And let's just say we're feeling the impacts on our weather.
Broadcaster: It's hell on earth as hurricane Ian slams into Florida.
Maiya: We know that greenhouse gases work like a blanket surrounding planet earth, and we're pumping them into the atmosphere at record rates.
But I want to know how warm the world will get and what the world will look like with all that extra heat energy supercharging our weather.
To do that, we'll need one of the most powerful supercomputers in the world, an idea of how greenhouse gases compare to the past...
I am holding 55,000-year-old ice.
and how our emissions of those gases are changing in a surprisingly hopeful way.

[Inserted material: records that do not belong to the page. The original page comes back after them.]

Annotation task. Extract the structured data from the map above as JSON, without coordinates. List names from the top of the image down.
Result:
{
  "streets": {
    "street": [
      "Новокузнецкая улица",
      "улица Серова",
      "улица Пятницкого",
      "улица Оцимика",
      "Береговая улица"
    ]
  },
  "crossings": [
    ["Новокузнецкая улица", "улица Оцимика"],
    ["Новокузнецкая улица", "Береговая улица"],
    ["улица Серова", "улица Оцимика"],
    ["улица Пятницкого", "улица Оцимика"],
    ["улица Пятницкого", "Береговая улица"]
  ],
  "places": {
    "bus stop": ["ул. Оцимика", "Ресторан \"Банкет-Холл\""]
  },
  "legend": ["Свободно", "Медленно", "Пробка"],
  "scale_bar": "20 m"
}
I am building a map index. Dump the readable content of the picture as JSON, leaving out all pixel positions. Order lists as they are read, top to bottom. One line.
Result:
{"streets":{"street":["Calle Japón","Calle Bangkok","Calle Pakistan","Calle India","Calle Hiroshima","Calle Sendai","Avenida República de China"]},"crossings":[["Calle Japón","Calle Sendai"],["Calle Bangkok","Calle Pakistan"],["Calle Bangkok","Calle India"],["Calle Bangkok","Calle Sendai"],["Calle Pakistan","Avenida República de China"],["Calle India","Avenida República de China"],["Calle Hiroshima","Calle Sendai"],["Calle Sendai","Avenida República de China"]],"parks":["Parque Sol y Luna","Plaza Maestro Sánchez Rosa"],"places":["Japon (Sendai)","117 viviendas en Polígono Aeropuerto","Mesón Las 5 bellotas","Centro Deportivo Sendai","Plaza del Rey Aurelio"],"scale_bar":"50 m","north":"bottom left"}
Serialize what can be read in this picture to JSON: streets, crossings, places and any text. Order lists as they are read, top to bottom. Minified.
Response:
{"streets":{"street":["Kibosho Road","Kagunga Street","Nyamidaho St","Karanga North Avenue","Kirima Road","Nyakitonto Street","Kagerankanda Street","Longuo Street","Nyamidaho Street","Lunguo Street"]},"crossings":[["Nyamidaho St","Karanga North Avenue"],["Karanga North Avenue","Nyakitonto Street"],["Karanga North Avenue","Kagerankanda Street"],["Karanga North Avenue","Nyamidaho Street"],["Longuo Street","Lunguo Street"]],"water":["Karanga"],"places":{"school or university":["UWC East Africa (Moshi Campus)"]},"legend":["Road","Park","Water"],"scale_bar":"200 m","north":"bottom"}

I'm Maiya May, and I'm fascinated by our dynamic planet, our weather, and our climate.
What began as a career in broadcast meteorology has become a mission to figure out where we are... Woman: Oh, my God!
and where we're going as we leave this long, stable climate period and enter the hockey stick era.
So in this episode, we're gonna see what the most advanced climate models say about each region in the U.S., and we're gonna witness a trend that's happening all over the world, and that's also reshaping those models' predictions for our climate.
Oh, what?
Wow.
[explosion] Oh, my God.
Whoa.
Oh, my God.
[thunder] There's a lot of scary and depressing news about climate right now, and so many people are experiencing extreme weather, heat waves, and flooding firsthand.
But I want to talk about why I think our collective understanding of the current situation is wrong.
First, I'm going to Oregon State University to try to get a sense of how much carbon dioxide we're emitting by looking at an ancient piece of atmosphere literally frozen in time.
Hi, Maiya.
Hi, Katie.
How you doing?
Welcome.
Nice to see you.
So here at Oregon State University, we study earth's climate history.
We have something like 9 miles of marine sediments that were cored from all over the world.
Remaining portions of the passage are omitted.